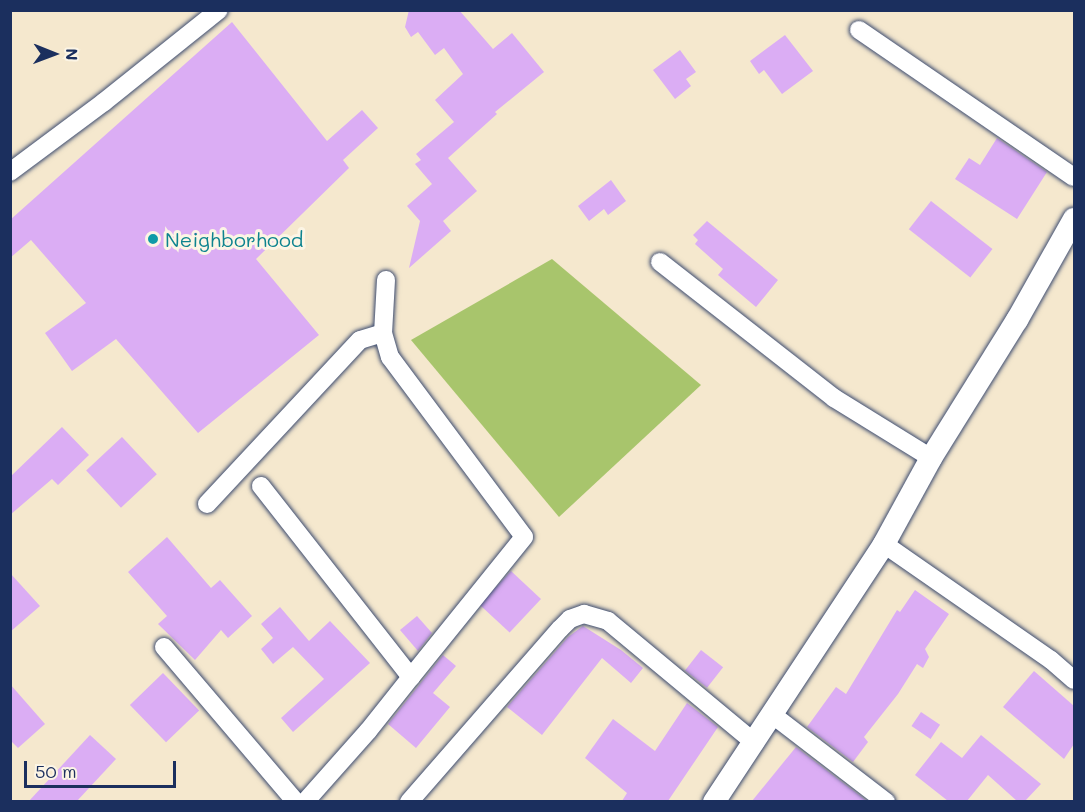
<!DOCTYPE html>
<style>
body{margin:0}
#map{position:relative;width:1085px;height:812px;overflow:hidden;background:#f5e8ce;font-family:Mali,sans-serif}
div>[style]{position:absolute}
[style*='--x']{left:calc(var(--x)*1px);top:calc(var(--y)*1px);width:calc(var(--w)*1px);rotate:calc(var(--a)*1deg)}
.green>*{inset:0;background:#a8c56c}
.building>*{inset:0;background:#dbadf4;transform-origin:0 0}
.roads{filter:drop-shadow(0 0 2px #3c4b6f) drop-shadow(0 0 2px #3c4b6f)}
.minor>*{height:18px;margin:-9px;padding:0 9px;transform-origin:9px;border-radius:9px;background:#fff}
.tertiary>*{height:22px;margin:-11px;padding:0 11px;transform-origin:11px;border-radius:11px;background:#fff}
.dots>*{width:16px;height:16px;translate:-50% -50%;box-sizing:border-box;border:3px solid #fcf5e5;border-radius:50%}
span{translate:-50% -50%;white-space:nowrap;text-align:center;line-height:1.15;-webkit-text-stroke:6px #fcf5e5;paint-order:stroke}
.culture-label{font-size:20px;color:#0d838f}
.left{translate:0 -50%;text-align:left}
.frame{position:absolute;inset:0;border:12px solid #1b2f5e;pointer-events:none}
.north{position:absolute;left:24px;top:24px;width:60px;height:60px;-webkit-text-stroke:4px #fcf5e5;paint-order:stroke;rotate:91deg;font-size:16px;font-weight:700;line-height:24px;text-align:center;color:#1b2f5e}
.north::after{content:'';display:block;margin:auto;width:21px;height:27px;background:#1b2f5e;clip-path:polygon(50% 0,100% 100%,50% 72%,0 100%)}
.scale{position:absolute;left:24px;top:761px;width:152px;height:27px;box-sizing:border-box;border:3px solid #1b2f5e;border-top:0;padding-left:8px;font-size:18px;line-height:21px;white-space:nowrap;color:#1b2f5e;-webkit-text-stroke:4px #fcf5e5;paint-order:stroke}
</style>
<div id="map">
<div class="green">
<div style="clip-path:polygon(552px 259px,701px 385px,559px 517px,411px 340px)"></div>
</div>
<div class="building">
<div style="clip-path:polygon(409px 10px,459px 10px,493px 49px,512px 33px,544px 72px,495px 112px,497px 114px,448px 158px,477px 191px,443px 221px,451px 231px,409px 268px,420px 221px,407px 206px,432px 184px,415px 164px,421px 160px,416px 154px,454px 122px,435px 100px,463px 74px,444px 48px,435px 55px,418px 32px,411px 37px,405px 27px)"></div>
<div style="clip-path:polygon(232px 22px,327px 141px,362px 110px,378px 128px,343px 160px,349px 168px,256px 259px,319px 335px,198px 433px,116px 339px,72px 371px,45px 333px,86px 303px,31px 240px,10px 258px,10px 220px)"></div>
<div style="clip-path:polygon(785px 35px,813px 71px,782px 94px,764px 70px,759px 74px,750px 61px)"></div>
<div style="clip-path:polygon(680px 50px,696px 72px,686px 79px,691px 86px,675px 99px,653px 70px)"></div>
<div style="clip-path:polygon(997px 138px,1047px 172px,1017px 219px,955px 179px,969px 158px,980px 165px)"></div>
<div style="clip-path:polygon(611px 180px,626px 201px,608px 215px,604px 209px,589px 221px,578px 206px)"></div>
<div style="left:931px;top:201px;width:78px;height:36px;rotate:38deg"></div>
<div style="clip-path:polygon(707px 221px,778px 280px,756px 307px,718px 275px,723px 269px,695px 244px,698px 240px,693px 235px)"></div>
<div style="clip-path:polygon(62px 427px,89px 455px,58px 485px,52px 479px,10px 515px,10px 477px)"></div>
<div style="left:122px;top:437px;width:51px;height:49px;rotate:47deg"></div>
<div style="clip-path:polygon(167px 537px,211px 588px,220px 580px,252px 616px,228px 638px,221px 630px,195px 660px,158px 624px,167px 616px,128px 572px)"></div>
<div style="left:511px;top:571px;width:41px;height:46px;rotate:43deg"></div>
<div style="clip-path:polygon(10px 573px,40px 606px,10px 632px)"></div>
<div style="clip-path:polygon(915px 590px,949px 614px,925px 649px,929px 657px,923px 668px,917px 664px,898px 694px,864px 737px,868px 742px,853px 762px,807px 727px,836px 687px,846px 694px,897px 610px,900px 612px)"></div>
<div style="clip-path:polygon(280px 607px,309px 641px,330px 621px,370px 663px,293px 732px,281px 718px,324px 679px,293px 647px,273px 664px,261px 649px,273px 638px,261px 624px)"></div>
<div style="clip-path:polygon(417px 616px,432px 633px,418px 651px,400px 630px)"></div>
<div style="clip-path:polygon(583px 626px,621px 650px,643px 668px,631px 683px,602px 658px,542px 735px,507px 707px,568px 637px)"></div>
<div style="left:701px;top:650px;width:28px;height:26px;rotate:38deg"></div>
<div style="clip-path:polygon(443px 655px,456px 666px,433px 693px,450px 707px,416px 748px,388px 724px)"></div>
<div style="clip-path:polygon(1034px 671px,1074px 706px,1074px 744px,1064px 759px,1003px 707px)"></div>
<div style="left:163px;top:673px;width:52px;height:46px;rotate:46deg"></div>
<div style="clip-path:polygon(10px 684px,45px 724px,18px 748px,10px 740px)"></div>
<div style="clip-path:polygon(687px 703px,718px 727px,668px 801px,622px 801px,627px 793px,585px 758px,613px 719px,655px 751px)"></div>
<div style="left:921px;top:712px;width:23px;height:17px;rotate:34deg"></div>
<div style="clip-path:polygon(90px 735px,116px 759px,77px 801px,29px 801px)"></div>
<div style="clip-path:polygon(981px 735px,1041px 784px,1025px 801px,1017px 801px,988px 775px,967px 801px,948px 801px,915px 775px,941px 742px,962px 758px)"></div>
<div style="clip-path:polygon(796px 747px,867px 801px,752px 801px)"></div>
</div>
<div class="roads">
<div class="minor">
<div style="--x:859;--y:30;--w:260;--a:34.4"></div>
<div style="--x:10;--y:172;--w:117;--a:-36.7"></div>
<div style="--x:104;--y:102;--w:147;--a:-38.7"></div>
<div style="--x:660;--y:262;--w:221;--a:38"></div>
<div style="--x:834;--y:398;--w:114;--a:31.7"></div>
<div style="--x:386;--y:280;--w:53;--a:93.2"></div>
<div style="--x:383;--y:333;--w:25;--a:74"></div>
<div style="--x:390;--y:357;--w:224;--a:53.3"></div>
<div style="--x:524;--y:537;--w:180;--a:128.9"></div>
<div style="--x:261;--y:486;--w:243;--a:51.9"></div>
<div style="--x:411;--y:677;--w:69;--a:128.5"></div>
<div style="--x:368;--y:731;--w:95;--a:131.6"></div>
<div style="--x:207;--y:504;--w:224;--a:-47"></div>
<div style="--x:360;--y:340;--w:24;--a:-17"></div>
<div style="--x:884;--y:544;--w:203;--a:34.8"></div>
<div style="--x:1051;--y:660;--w:30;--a:41"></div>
<div style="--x:164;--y:647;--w:204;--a:49.6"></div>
<div style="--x:773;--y:715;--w:143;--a:37.6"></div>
<div style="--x:409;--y:802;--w:230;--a:-48.9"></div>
<div style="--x:560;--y:629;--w:14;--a:-45"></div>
<div style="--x:570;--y:619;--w:15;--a:-20"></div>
<div style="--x:584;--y:614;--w:25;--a:16"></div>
<div style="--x:608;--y:621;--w:191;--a:39.7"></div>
</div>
<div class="tertiary">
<div style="--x:714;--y:802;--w:309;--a:-56.6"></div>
<div style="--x:884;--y:544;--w:98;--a:-61.3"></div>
<div style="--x:931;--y:458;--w:163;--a:-58.1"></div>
<div style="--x:1017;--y:320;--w:116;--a:-60.6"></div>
</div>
</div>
<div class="dots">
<div style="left:153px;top:239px;background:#0f9aa8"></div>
</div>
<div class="culture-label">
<span class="left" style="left:165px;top:239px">Neighborhood</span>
</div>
<div class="frame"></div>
<div class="north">N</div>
<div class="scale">50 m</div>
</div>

○ ○ ○

--- TASK DIRECTIONS ---
Pictures stay out. Print the lines of the records above exactly, from the first through the one with "2px #3c4b6f) drop-shadow(0".

--- OUTPUT ---
<!DOCTYPE html>
<style>
body{margin:0}
#map{position:relative;width:1085px;height:812px;overflow:hidden;background:#f5e8ce;font-family:Mali,sans-serif}
div>[style]{position:absolute}
[style*='--x']{left:calc(var(--x)*1px);top:calc(var(--y)*1px);width:calc(var(--w)*1px);rotate:calc(var(--a)*1deg)}
.green>*{inset:0;background:#a8c56c}
.building>*{inset:0;background:#dbadf4;transform-origin:0 0}
.roads{filter:drop-shadow(0 0 2px #3c4b6f) drop-shadow(0 0 2px #3c4b6f)}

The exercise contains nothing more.